▶ _ASSIGNED TASK_
Without changing a single character, copy every record below.

=== DATA TO EXAMINE ===

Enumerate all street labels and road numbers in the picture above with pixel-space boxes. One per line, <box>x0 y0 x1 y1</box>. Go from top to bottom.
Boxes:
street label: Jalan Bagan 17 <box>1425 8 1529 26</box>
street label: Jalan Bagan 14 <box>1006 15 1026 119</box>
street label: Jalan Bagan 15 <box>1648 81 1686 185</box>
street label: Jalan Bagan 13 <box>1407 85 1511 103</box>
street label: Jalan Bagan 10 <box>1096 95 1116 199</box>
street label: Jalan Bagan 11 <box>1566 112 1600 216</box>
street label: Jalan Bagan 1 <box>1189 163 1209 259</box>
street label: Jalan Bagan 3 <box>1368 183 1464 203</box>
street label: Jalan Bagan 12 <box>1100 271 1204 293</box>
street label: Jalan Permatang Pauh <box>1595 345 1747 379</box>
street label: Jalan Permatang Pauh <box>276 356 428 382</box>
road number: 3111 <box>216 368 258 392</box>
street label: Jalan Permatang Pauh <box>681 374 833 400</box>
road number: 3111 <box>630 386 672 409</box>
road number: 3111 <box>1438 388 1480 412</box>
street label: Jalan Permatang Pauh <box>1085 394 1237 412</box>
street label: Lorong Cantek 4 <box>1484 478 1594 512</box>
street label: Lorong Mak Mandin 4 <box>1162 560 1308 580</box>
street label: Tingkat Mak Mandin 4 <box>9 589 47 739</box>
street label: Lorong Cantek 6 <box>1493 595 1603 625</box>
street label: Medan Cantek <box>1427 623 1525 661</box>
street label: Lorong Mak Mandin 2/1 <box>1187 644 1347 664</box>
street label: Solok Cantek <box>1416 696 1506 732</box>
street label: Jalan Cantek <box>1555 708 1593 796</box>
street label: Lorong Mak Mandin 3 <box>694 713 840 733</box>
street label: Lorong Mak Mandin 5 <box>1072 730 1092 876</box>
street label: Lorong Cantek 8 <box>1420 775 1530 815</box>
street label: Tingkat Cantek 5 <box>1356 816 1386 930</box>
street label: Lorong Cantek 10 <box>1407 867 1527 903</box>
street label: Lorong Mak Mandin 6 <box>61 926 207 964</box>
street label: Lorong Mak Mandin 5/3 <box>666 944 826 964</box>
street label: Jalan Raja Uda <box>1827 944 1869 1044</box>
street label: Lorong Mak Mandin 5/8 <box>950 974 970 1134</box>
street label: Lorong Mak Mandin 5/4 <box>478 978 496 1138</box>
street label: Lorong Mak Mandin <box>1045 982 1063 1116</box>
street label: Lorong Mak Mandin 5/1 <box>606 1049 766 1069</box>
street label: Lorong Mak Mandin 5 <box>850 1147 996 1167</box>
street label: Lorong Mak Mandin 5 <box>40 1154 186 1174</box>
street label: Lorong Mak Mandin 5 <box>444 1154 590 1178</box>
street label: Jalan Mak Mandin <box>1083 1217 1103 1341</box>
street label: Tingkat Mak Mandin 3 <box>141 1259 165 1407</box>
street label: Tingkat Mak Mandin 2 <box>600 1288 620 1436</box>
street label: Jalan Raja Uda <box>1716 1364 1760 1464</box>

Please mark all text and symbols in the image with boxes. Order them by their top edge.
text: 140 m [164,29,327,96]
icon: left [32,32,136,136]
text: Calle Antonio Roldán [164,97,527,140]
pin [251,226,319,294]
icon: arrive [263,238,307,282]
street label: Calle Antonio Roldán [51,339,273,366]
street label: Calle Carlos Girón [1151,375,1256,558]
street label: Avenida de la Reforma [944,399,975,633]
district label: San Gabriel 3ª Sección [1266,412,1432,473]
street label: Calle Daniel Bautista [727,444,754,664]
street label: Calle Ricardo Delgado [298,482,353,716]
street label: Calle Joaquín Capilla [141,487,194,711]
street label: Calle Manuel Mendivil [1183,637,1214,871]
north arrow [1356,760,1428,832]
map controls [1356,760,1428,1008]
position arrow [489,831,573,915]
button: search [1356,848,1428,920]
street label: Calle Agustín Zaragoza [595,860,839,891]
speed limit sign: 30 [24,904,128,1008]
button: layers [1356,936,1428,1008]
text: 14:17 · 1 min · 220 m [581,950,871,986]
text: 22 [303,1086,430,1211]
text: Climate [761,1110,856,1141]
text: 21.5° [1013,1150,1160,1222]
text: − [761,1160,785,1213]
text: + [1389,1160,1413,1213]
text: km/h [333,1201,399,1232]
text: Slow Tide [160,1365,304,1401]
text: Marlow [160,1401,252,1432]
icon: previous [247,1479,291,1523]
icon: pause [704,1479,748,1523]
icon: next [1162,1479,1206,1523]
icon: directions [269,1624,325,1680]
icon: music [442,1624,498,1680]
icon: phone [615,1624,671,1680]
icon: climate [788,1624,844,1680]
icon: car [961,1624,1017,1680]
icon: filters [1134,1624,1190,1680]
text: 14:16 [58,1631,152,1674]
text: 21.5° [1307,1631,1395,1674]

===

▶ _WRITTEN RESPONSE_
Enumerate all street labels and road numbers in the picture above with pixel-space boxes. One per line, <box>x0 y0 x1 y1</box>. Go from top to bottom.
Boxes:
street label: Jalan Bagan 17 <box>1425 8 1529 26</box>
street label: Jalan Bagan 14 <box>1006 15 1026 119</box>
street label: Jalan Bagan 15 <box>1648 81 1686 185</box>
street label: Jalan Bagan 13 <box>1407 85 1511 103</box>
street label: Jalan Bagan 10 <box>1096 95 1116 199</box>
street label: Jalan Bagan 11 <box>1566 112 1600 216</box>
street label: Jalan Bagan 1 <box>1189 163 1209 259</box>
street label: Jalan Bagan 3 <box>1368 183 1464 203</box>
street label: Jalan Bagan 12 <box>1100 271 1204 293</box>
street label: Jalan Permatang Pauh <box>1595 345 1747 379</box>
street label: Jalan Permatang Pauh <box>276 356 428 382</box>
road number: 3111 <box>216 368 258 392</box>
street label: Jalan Permatang Pauh <box>681 374 833 400</box>
road number: 3111 <box>630 386 672 409</box>
road number: 3111 <box>1438 388 1480 412</box>
street label: Jalan Permatang Pauh <box>1085 394 1237 412</box>
street label: Lorong Cantek 4 <box>1484 478 1594 512</box>
street label: Lorong Mak Mandin 4 <box>1162 560 1308 580</box>
street label: Tingkat Mak Mandin 4 <box>9 589 47 739</box>
street label: Lorong Cantek 6 <box>1493 595 1603 625</box>
street label: Medan Cantek <box>1427 623 1525 661</box>
street label: Lorong Mak Mandin 2/1 <box>1187 644 1347 664</box>
street label: Solok Cantek <box>1416 696 1506 732</box>
street label: Jalan Cantek <box>1555 708 1593 796</box>
street label: Lorong Mak Mandin 3 <box>694 713 840 733</box>
street label: Lorong Mak Mandin 5 <box>1072 730 1092 876</box>
street label: Lorong Cantek 8 <box>1420 775 1530 815</box>
street label: Tingkat Cantek 5 <box>1356 816 1386 930</box>
street label: Lorong Cantek 10 <box>1407 867 1527 903</box>
street label: Lorong Mak Mandin 6 <box>61 926 207 964</box>
street label: Lorong Mak Mandin 5/3 <box>666 944 826 964</box>
street label: Jalan Raja Uda <box>1827 944 1869 1044</box>
street label: Lorong Mak Mandin 5/8 <box>950 974 970 1134</box>
street label: Lorong Mak Mandin 5/4 <box>478 978 496 1138</box>
street label: Lorong Mak Mandin <box>1045 982 1063 1116</box>
street label: Lorong Mak Mandin 5/1 <box>606 1049 766 1069</box>
street label: Lorong Mak Mandin 5 <box>850 1147 996 1167</box>
street label: Lorong Mak Mandin 5 <box>40 1154 186 1174</box>
street label: Lorong Mak Mandin 5 <box>444 1154 590 1178</box>
street label: Jalan Mak Mandin <box>1083 1217 1103 1341</box>
street label: Tingkat Mak Mandin 3 <box>141 1259 165 1407</box>
street label: Tingkat Mak Mandin 2 <box>600 1288 620 1436</box>
street label: Jalan Raja Uda <box>1716 1364 1760 1464</box>

Please mark all text and symbols in the image with boxes. Order them by their top edge.
text: 140 m [164,29,327,96]
icon: left [32,32,136,136]
text: Calle Antonio Roldán [164,97,527,140]
pin [251,226,319,294]
icon: arrive [263,238,307,282]
street label: Calle Antonio Roldán [51,339,273,366]
street label: Calle Carlos Girón [1151,375,1256,558]
street label: Avenida de la Reforma [944,399,975,633]
district label: San Gabriel 3ª Sección [1266,412,1432,473]
street label: Calle Daniel Bautista [727,444,754,664]
street label: Calle Ricardo Delgado [298,482,353,716]
street label: Calle Joaquín Capilla [141,487,194,711]
street label: Calle Manuel Mendivil [1183,637,1214,871]
north arrow [1356,760,1428,832]
map controls [1356,760,1428,1008]
position arrow [489,831,573,915]
button: search [1356,848,1428,920]
street label: Calle Agustín Zaragoza [595,860,839,891]
speed limit sign: 30 [24,904,128,1008]
button: layers [1356,936,1428,1008]
text: 14:17 · 1 min · 220 m [581,950,871,986]
text: 22 [303,1086,430,1211]
text: Climate [761,1110,856,1141]
text: 21.5° [1013,1150,1160,1222]
text: − [761,1160,785,1213]
text: + [1389,1160,1413,1213]
text: km/h [333,1201,399,1232]
text: Slow Tide [160,1365,304,1401]
text: Marlow [160,1401,252,1432]
icon: previous [247,1479,291,1523]
icon: pause [704,1479,748,1523]
icon: next [1162,1479,1206,1523]
icon: directions [269,1624,325,1680]
icon: music [442,1624,498,1680]
icon: phone [615,1624,671,1680]
icon: climate [788,1624,844,1680]
icon: car [961,1624,1017,1680]
icon: filters [1134,1624,1190,1680]
text: 14:16 [58,1631,152,1674]
text: 21.5° [1307,1631,1395,1674]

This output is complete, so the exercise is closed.